Sample pretreatment is a key step in analysis and detection, especially for complex matrix samples, which have higher requirements on the selectivity, enrichment factor, accuracy and detection limit of the pretreatment method. The QuEChER automation method is a pretreatment method based on solid-phase extraction and matrix solid-phase dispersion technology developed by Anastassiades et al., USDA in 2003. This method is quick, simple, cheap, effective, rugged and safe. The American Society of Analytical Chemists and the European Committee for Standardization have also successively released method standards AOAC 2007.01 and EN15662:2008 based on QuECHERS. At present, QuECHER is widely used in the multi-residue analysis of pesticides, veterinary drugs and mycotoxins in food, agricultural products, Chinese medicinal materials and decoction pieces.
(1) Sample extraction: take a certain amount of homogeneous sample into a centrifuge tube, add organic extraction solvent and shake vigorously. For samples with less water content, you can first add water or buffer to soak.
(2) Salting out: add the extraction salt packet, shake and centrifuge. The components of the extraction salt package are magnesium sulfate, sodium chloride and other buffer salts. The salting-out effect can separate the water layer and acetonitrile in the matrix. At the same time, the extraction environment can be kept at a mild PH to ensure the stability of the target compounds and increase the extraction efficiency of compounds with different polarity.
(3) Purification: disperse solid phase extraction to remove impurities. Mainly use PSA, C18, Carb and other adsorbents to remove fatty acids, pigments, carbohydrates and other interfering substances from the components.
(4) Detection: take the supernatant for detection by GC-MS, LC-MS and other analytical instruments.

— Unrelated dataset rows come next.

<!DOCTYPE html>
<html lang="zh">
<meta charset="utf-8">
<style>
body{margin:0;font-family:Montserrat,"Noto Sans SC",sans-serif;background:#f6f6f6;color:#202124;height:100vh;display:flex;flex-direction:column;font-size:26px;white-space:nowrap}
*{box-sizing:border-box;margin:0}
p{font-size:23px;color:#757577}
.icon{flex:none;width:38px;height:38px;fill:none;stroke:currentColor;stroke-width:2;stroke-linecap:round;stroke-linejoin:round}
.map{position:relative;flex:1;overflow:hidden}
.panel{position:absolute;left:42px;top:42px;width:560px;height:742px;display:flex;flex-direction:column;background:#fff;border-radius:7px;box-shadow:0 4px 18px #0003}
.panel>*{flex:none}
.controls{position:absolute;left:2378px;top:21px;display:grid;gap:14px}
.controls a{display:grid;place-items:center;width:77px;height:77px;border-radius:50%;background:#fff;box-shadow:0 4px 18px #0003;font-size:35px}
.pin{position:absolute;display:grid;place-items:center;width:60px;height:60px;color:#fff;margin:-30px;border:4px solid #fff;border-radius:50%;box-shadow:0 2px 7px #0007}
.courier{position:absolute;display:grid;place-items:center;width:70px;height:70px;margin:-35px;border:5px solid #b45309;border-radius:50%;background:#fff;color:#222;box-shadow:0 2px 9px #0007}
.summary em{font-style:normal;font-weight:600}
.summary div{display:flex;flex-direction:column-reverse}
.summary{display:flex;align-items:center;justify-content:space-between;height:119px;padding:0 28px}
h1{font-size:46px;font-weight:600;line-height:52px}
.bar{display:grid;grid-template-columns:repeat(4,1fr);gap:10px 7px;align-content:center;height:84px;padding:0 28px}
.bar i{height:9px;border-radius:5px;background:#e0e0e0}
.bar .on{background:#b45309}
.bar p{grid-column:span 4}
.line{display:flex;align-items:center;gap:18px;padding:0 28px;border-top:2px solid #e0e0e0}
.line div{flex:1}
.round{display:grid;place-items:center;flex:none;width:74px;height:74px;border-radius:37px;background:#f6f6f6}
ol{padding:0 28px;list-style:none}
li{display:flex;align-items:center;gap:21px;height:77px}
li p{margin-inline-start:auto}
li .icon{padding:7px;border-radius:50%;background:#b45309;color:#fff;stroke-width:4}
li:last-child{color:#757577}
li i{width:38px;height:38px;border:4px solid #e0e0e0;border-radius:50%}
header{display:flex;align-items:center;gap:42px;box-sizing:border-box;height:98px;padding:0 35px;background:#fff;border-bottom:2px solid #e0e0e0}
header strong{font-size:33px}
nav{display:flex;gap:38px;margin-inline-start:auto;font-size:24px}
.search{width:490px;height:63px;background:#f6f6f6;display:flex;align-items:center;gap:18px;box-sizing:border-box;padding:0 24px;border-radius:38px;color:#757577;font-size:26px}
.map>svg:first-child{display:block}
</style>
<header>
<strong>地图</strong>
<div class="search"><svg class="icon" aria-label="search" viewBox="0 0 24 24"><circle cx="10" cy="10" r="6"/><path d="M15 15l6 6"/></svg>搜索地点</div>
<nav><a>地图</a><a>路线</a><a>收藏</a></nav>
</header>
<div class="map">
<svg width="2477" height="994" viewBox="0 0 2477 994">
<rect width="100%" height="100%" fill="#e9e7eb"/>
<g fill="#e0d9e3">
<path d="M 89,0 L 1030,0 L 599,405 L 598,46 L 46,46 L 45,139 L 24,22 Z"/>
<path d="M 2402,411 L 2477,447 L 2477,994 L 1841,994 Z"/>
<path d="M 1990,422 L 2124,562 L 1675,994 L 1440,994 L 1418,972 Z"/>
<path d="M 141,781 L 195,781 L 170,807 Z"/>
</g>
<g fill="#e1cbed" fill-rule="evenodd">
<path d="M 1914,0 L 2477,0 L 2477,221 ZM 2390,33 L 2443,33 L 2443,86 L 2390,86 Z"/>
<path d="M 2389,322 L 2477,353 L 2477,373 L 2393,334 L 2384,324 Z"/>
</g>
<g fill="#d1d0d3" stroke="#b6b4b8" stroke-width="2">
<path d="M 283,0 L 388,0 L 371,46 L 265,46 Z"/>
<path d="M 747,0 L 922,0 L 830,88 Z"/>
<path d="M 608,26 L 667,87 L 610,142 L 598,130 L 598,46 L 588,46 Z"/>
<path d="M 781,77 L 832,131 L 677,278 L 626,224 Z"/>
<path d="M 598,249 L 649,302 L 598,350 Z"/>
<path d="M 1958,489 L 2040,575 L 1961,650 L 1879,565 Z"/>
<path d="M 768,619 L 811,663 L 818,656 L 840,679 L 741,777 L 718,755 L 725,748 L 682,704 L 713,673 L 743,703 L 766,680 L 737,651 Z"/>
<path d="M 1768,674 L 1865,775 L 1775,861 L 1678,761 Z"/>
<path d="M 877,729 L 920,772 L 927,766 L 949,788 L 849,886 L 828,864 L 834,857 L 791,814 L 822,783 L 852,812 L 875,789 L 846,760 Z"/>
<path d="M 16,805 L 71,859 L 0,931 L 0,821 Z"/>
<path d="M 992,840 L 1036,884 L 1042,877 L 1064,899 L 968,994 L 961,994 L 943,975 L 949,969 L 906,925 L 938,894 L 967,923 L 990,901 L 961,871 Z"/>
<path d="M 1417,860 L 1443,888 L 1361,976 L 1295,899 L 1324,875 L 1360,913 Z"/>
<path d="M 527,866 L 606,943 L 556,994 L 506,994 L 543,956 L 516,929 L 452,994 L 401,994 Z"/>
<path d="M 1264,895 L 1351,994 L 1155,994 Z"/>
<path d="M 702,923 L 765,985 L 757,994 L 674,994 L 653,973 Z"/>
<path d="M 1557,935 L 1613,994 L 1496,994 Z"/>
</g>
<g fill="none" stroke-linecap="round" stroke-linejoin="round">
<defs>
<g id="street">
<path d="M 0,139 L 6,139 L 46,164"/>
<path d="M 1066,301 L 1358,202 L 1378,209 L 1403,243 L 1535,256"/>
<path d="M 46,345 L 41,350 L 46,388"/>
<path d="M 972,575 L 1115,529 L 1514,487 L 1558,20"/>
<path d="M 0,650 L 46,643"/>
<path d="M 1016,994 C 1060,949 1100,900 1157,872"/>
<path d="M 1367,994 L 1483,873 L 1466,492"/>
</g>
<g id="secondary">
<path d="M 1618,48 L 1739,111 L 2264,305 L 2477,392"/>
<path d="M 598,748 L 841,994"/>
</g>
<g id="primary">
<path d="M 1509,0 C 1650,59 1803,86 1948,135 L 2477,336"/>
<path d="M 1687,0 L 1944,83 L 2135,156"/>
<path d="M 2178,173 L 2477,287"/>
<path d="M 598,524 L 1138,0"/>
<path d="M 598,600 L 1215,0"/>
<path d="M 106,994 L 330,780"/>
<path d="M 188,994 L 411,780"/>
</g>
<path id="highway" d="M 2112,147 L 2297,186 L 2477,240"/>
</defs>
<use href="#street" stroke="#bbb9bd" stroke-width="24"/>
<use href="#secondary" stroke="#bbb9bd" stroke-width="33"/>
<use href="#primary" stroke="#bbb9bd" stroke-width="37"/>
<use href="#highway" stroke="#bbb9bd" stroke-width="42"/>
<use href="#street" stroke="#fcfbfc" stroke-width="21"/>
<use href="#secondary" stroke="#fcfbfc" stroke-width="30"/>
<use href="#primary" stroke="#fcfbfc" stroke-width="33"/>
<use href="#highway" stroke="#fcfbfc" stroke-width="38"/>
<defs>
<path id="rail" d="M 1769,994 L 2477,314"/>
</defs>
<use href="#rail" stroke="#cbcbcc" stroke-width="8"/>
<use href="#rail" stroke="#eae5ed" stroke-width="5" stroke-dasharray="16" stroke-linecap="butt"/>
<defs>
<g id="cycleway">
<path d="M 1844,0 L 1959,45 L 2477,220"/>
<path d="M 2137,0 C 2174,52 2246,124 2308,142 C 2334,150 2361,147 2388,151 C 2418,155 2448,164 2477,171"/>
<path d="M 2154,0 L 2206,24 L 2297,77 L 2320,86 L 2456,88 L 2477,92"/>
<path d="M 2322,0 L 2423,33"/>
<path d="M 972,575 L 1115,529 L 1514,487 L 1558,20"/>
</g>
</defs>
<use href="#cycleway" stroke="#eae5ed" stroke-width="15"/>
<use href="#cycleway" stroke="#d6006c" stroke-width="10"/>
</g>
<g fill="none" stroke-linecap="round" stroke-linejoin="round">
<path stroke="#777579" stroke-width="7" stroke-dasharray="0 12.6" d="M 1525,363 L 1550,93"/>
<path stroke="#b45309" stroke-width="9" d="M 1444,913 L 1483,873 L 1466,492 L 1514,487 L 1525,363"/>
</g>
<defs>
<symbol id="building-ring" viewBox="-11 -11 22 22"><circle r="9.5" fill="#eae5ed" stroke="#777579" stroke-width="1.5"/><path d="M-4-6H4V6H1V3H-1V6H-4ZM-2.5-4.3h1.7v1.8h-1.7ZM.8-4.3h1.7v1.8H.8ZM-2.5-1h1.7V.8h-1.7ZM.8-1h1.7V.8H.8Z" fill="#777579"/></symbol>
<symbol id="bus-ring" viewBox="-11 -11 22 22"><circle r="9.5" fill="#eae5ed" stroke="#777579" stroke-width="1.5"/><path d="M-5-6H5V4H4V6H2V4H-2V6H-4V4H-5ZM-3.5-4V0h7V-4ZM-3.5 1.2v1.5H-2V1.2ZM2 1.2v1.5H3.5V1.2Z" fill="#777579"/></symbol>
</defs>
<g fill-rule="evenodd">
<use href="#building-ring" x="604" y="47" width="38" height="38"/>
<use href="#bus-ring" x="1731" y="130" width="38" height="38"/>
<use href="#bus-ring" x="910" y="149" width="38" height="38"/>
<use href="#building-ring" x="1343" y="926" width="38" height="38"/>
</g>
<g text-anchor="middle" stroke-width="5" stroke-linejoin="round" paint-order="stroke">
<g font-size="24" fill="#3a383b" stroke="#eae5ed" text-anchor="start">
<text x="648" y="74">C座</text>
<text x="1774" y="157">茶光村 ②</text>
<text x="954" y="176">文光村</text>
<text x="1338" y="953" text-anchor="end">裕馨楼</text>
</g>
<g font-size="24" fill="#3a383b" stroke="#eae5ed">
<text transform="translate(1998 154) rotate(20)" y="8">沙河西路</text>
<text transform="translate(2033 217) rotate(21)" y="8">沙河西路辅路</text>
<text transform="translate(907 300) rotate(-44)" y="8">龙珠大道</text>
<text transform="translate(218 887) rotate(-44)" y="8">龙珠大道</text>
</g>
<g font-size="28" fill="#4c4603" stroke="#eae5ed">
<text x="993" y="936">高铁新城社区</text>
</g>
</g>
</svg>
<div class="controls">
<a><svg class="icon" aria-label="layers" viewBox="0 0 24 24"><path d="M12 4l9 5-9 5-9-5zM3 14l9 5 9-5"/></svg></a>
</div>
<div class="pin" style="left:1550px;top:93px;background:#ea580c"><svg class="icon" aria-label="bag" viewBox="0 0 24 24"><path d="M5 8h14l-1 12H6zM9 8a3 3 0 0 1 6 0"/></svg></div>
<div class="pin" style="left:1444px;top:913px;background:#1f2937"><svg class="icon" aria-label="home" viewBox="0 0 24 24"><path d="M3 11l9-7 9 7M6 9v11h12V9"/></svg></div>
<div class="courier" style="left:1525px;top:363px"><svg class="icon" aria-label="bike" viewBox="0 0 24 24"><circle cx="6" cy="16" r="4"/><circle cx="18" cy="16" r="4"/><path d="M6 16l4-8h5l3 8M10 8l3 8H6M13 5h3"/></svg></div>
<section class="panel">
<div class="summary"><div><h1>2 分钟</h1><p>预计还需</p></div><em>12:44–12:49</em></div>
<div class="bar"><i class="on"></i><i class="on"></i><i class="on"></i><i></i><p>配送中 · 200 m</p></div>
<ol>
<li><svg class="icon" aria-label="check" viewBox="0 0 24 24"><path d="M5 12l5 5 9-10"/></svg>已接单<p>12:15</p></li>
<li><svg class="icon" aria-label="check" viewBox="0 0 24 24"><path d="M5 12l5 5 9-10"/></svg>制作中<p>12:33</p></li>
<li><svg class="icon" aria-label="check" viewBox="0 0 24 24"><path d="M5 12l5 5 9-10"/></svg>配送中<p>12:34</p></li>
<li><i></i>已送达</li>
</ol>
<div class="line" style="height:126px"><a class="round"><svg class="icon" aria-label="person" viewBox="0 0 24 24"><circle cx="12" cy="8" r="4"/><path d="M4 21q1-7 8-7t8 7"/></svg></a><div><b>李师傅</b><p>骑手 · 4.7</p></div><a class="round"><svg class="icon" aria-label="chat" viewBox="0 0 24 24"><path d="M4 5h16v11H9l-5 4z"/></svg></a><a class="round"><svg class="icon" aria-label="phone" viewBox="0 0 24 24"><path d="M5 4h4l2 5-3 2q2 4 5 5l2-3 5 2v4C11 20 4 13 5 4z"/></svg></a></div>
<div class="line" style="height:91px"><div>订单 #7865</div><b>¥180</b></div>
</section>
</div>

(1) Optimization based on sample matrix
The original QuECHERS method was aimed at vegetable and fruit samples with higher water content, and corresponding improvements were required for samples with a water content below 80%. The sample volume can be appropriately reduced and a certain amount of water can be added to weaken the interaction between the analyte and the sample matrix and ensure that the analyte is more easily extracted during the extraction/partitioning process. Since some lipid compounds will be extracted at the same time during the extraction with acetonitrile, in addition, some lipid-soluble non-polar compounds will also remain in the sample matrix and reduce the extraction efficiency, the sample matrix with high fat content can go through freezing treatment to remove interfering substances such as fat and protein from the sample.
(2) Optimization based on extraction solvent
The extraction solvent directly affects the recovery rate of target compounds. Acetonitrile is the most commonly used extractant for the QuECHERS method, but for different sample matrices, other solvents can be selected as the extractant according to the actual situation, such as acetone, ethyl acetate, acetonitrile-methanol, etc. For some compounds that are prone to degradation or complex with metal ions, analyte protecting agents or chelating agents can also be appropriately added.
(3) Optimization based on salting-out agent
The water content in the organic phase can be regulated by adding an appropriate amount or different combinations of salts, and the polarity of each phase can be regulated to a certain extent, thereby improving the recovery rate of the target compound. In addition, for some target compounds whose recovery rate is easily affected by pH value, sodium acetate or sodium citrate can be selectively added to adjust the pH of the extraction environment.
(4) Optimization based on purification process
Different sample matrices are very different. According to specific conditions, adjusting the adsorbent composition or ratio can effectively improve the purification effect. For example, in terms of the matrix with high fat content, we can increase the C18 content; for the sample with high pigment content, we can consider adding GCB; the amino functional group of the PSA adsorbent can react with some acidic groups, which can remove polar organic acids and some sugars and some polar lipophilic pigments, etc.
Compared with other commonly used pretreatment technologies, its advantages are:
(1) It can detect hundreds of compounds at the same time, and the recovery rate is good;
(2) It can be calibrated by internal standard method, which has high precision and accuracy;
(3) Simple operation and fast analysis speed;
(4) The amount of solvent used is small, the price is low, the pollution is small, and the harm to the experimenter is also small;
(5) The centrifuge and centrifuge test tube are mainly used in the sample preparation process, and the equipment is simple.
The QuEChERS method is a rapidly developing pretreatment technology. Except for its application in agricultural and food analysis and testing, applications in other fields such as blood poisoning detection are also gradually developing. With the use of other extraction and purification methods and the continuous updating of automated extraction devices, the QuEChERS method will be continuously optimized and developed.